• _What you need to do_:
The following data has a line with "g.stroke(path);" and a line with "g.translate(x, y);". Write out exactly those lines and all the lines between them.
------ Materials provided
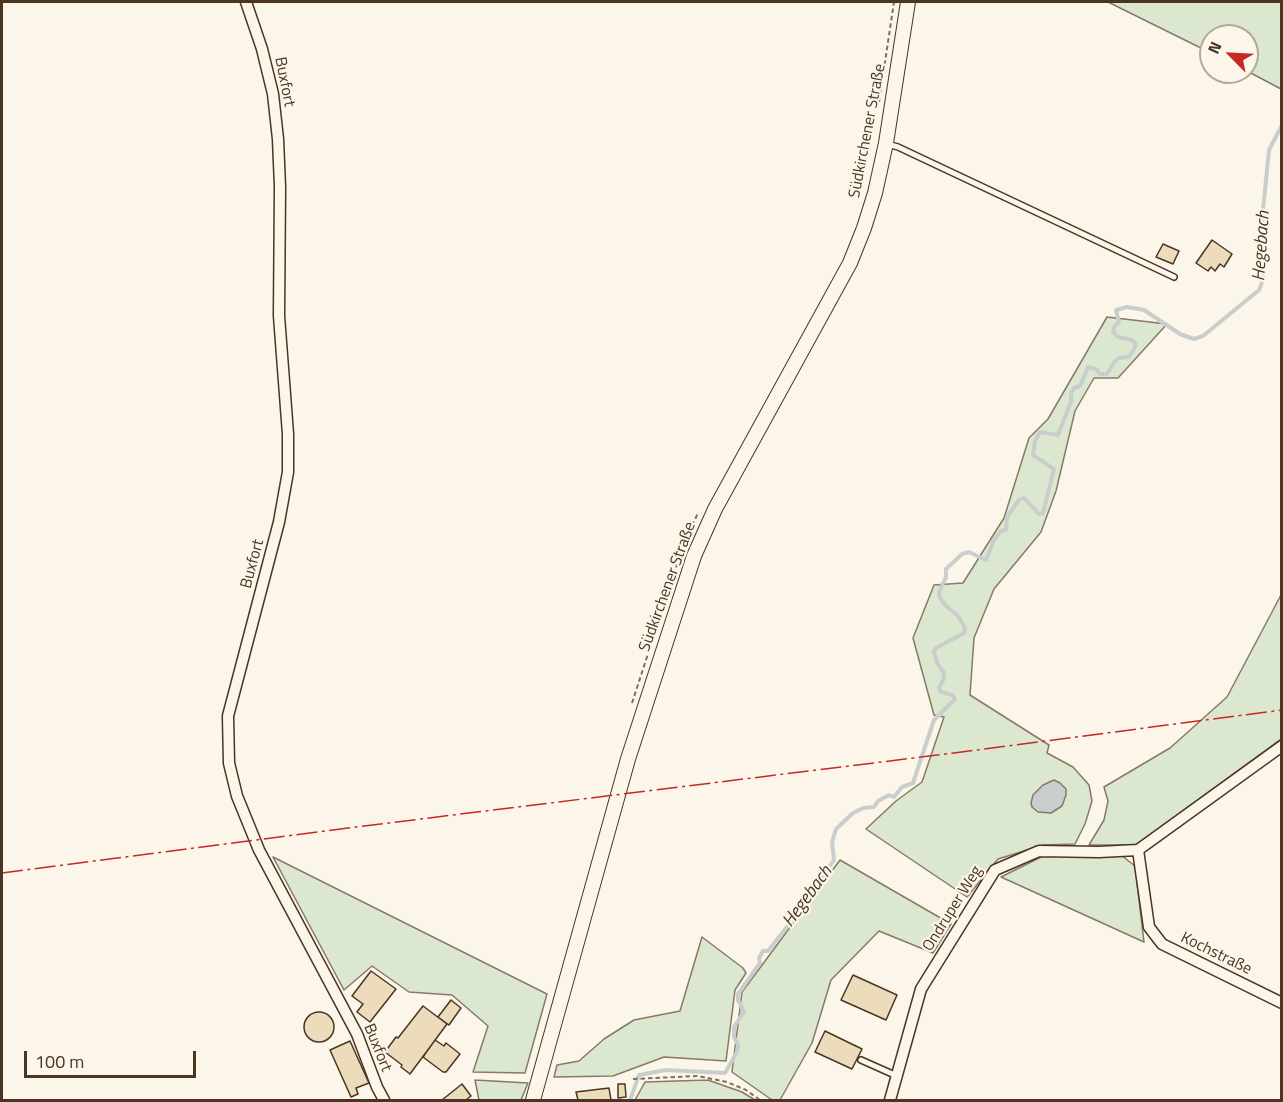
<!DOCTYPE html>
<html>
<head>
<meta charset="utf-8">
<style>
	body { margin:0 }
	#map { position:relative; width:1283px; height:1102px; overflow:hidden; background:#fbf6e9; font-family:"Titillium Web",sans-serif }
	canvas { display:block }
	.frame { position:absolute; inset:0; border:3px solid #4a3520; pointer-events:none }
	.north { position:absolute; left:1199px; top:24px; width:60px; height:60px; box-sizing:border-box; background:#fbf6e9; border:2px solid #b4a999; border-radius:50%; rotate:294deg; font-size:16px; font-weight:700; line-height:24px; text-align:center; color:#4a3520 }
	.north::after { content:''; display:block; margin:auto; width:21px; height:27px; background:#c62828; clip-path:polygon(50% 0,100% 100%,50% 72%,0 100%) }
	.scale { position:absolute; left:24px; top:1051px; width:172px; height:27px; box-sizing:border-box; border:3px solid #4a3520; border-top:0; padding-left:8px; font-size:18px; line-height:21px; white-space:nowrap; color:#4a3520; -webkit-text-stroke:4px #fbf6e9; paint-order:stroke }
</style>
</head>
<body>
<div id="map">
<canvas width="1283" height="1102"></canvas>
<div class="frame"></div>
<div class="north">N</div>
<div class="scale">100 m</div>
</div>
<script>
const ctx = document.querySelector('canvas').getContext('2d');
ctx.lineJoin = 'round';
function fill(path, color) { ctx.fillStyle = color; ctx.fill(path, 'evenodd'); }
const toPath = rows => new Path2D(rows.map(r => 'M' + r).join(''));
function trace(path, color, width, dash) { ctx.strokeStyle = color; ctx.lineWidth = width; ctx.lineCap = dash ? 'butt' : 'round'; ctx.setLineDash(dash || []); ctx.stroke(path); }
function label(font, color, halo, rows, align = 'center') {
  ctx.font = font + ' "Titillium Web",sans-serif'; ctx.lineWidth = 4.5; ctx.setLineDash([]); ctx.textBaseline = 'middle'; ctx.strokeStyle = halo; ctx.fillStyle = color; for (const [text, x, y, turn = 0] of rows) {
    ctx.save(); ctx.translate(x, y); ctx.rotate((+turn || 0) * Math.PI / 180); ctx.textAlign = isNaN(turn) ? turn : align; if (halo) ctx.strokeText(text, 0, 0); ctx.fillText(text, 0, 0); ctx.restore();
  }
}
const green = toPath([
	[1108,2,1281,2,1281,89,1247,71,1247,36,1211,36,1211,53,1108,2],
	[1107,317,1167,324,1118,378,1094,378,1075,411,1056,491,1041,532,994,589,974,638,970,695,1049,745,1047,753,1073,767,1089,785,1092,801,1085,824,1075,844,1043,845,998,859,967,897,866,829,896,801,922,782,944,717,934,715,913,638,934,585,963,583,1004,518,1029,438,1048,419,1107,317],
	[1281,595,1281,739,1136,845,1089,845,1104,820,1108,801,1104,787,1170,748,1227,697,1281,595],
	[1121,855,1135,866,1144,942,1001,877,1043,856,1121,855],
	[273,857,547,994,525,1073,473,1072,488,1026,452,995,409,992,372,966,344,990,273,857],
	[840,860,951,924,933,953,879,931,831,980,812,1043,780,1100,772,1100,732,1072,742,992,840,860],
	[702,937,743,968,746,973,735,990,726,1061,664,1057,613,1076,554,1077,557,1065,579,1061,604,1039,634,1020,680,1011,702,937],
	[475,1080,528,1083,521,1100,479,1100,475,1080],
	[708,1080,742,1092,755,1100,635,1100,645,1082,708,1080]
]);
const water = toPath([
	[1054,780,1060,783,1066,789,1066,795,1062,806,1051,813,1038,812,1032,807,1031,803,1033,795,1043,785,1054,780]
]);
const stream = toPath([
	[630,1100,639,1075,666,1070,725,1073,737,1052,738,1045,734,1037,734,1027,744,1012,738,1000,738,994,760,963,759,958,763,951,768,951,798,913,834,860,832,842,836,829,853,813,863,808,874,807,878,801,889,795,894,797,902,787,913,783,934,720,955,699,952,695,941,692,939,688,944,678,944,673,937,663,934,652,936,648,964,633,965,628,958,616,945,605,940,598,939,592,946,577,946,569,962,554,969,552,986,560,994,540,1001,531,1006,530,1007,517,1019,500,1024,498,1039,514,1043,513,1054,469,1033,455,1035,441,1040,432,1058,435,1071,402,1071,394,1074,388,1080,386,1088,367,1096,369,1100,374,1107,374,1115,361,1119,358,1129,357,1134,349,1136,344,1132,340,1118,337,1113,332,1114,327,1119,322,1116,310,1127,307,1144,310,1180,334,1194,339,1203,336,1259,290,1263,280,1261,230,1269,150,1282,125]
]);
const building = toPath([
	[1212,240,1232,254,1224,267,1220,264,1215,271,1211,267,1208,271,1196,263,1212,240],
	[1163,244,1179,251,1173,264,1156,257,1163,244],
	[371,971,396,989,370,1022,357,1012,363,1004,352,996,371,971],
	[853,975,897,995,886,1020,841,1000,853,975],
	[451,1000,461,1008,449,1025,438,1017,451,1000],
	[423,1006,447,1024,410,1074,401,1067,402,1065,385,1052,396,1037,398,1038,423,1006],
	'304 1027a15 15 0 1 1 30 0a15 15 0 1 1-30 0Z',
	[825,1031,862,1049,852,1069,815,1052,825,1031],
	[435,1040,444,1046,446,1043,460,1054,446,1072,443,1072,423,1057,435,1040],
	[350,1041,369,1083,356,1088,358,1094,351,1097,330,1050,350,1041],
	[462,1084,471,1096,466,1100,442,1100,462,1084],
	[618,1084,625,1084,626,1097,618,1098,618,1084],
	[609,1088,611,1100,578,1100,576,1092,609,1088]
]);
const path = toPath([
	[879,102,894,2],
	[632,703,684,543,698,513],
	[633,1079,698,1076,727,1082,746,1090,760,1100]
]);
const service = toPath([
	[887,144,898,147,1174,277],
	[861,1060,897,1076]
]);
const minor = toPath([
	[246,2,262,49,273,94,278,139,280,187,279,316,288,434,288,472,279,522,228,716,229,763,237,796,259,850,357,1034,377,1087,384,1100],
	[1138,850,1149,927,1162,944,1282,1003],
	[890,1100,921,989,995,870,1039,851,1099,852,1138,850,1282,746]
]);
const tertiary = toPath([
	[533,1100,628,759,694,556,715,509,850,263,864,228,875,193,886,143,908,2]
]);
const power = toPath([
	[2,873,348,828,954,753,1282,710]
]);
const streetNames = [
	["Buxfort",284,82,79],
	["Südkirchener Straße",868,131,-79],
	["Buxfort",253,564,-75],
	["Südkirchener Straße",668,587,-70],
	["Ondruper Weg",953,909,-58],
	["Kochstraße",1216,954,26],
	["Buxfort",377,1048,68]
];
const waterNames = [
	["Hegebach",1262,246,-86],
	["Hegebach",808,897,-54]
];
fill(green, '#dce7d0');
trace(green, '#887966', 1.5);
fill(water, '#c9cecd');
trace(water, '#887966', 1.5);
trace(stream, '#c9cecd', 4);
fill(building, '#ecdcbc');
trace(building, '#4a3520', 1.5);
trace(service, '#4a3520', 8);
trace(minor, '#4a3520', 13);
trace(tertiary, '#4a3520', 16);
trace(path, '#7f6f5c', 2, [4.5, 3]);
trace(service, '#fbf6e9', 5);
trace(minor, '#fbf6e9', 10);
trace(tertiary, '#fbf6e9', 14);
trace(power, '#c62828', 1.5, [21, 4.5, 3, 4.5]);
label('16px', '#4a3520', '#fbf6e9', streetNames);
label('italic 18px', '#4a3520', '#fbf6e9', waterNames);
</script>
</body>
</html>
------------
------ Materials provided
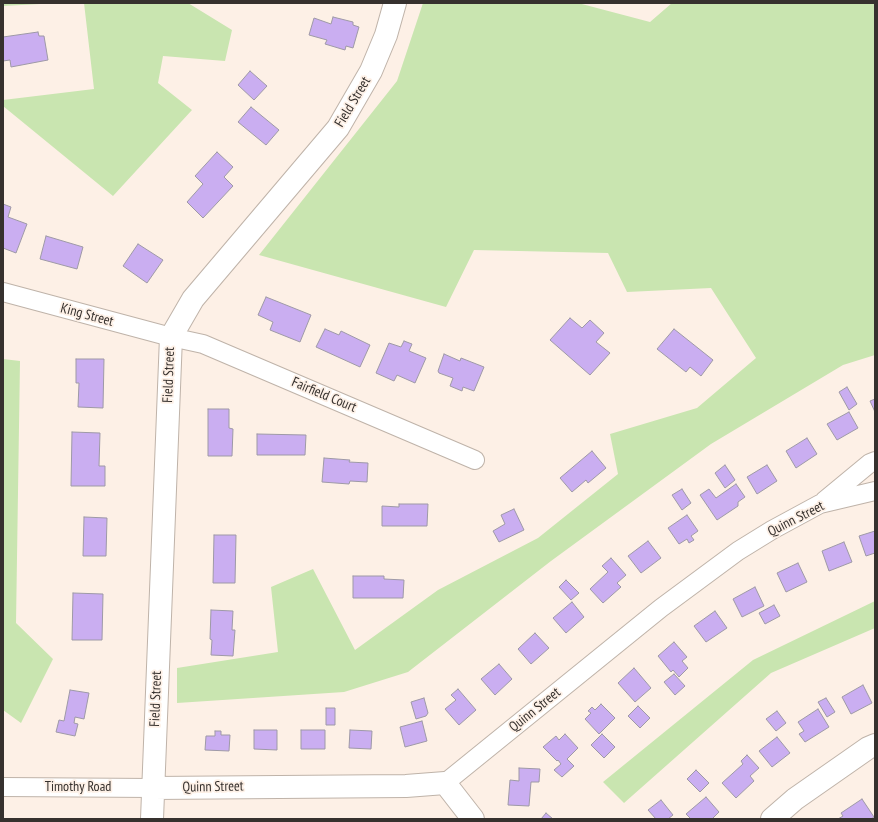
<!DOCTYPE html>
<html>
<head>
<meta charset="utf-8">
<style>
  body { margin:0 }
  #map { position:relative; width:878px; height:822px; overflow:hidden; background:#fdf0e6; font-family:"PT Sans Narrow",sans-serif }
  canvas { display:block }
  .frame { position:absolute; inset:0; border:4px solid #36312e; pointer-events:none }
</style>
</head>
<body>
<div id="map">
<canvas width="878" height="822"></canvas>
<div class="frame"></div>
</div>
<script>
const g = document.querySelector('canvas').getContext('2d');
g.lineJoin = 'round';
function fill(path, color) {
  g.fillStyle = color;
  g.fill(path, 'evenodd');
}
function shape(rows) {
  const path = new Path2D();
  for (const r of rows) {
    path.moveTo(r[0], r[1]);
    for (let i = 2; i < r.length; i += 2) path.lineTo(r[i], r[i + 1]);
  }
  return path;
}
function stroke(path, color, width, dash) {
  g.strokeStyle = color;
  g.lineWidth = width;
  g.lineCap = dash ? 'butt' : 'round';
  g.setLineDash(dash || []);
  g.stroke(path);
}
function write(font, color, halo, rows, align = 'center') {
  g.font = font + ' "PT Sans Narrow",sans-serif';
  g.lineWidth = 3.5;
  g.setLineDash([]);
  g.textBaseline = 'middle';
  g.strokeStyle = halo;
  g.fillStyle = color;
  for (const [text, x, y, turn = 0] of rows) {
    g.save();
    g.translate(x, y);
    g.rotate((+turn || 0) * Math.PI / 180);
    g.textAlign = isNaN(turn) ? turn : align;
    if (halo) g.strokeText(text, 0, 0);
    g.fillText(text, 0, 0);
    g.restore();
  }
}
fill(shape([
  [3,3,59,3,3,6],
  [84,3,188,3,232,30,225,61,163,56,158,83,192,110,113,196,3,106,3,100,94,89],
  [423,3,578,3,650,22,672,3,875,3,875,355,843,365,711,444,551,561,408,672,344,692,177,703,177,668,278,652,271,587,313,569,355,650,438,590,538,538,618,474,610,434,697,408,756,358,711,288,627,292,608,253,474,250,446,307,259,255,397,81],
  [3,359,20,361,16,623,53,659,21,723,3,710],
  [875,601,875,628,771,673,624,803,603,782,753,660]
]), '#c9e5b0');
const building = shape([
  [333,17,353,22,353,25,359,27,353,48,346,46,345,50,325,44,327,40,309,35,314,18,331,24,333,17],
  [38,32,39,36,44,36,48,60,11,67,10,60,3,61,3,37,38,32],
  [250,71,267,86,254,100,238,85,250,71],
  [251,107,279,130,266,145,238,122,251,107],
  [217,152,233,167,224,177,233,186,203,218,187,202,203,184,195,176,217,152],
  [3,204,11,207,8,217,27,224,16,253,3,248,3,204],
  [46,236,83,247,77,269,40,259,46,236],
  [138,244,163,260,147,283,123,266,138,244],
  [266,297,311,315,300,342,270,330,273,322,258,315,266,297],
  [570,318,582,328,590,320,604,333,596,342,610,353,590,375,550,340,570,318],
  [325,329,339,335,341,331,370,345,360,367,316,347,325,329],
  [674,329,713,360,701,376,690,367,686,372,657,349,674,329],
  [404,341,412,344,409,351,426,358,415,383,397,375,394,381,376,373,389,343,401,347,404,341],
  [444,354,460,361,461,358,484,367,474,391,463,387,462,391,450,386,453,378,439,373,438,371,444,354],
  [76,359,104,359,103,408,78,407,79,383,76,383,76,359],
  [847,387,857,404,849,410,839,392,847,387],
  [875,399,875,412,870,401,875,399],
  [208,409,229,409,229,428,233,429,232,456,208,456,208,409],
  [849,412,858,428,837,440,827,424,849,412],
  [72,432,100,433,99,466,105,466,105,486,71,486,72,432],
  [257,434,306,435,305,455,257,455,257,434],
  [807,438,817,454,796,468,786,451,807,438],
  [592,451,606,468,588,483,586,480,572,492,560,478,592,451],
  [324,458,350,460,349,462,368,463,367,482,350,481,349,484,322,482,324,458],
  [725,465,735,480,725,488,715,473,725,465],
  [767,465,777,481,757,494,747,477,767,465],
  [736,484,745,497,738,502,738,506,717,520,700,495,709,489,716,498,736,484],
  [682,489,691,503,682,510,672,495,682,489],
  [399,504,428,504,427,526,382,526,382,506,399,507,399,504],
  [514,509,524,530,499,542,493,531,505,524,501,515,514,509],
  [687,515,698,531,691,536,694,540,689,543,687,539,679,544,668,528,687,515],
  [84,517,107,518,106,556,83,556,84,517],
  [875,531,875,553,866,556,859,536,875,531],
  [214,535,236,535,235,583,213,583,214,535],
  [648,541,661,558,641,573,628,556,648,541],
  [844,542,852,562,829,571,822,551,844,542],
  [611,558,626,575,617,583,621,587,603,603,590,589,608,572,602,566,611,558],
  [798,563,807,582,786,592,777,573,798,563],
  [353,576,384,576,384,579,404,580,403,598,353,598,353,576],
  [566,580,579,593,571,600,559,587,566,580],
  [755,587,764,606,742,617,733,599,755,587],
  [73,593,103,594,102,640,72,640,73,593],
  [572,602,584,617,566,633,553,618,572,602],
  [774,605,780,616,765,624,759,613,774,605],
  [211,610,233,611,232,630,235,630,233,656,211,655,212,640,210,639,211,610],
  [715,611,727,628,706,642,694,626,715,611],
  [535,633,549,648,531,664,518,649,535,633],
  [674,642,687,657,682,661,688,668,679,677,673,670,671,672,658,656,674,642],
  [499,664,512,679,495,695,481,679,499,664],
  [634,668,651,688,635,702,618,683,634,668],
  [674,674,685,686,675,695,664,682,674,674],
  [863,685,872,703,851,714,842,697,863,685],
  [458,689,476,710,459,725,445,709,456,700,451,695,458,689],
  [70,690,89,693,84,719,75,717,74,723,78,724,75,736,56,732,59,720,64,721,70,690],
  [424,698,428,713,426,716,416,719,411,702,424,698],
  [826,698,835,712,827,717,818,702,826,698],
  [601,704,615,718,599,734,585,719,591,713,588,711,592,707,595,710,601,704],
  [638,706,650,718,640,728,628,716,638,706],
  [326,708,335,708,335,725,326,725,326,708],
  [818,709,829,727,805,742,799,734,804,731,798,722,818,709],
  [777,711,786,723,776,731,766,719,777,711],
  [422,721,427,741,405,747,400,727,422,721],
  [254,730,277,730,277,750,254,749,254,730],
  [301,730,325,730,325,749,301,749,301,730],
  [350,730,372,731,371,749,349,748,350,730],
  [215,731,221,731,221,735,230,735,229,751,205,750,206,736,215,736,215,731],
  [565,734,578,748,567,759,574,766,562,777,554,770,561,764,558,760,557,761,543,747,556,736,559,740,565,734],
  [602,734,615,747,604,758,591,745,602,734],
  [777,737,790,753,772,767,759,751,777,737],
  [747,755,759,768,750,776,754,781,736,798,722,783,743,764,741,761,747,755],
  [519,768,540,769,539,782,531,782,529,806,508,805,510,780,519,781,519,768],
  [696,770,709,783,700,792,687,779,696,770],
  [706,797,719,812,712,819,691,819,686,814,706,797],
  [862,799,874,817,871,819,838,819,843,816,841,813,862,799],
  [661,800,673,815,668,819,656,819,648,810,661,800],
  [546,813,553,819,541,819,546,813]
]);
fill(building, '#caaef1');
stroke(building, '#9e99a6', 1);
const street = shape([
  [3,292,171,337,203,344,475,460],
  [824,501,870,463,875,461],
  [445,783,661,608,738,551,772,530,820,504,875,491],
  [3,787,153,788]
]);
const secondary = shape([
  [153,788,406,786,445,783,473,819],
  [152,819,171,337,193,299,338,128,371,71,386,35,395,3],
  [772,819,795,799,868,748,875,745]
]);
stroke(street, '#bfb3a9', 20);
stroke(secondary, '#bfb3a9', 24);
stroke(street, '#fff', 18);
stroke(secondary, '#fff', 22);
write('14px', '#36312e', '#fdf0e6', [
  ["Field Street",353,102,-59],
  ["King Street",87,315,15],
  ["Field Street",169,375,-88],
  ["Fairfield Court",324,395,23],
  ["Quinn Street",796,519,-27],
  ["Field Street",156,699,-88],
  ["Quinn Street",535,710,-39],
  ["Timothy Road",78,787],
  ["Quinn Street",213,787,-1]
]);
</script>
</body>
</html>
------------
• _Written response_:
  g.stroke(path);
}
function write(font, color, halo, rows, align = 'center') {
  g.font = font + ' "PT Sans Narrow",sans-serif';
  g.lineWidth = 3.5;
  g.setLineDash([]);
  g.textBaseline = 'middle';
  g.strokeStyle = halo;
  g.fillStyle = color;
  for (const [text, x, y, turn = 0] of rows) {
    g.save();
    g.translate(x, y);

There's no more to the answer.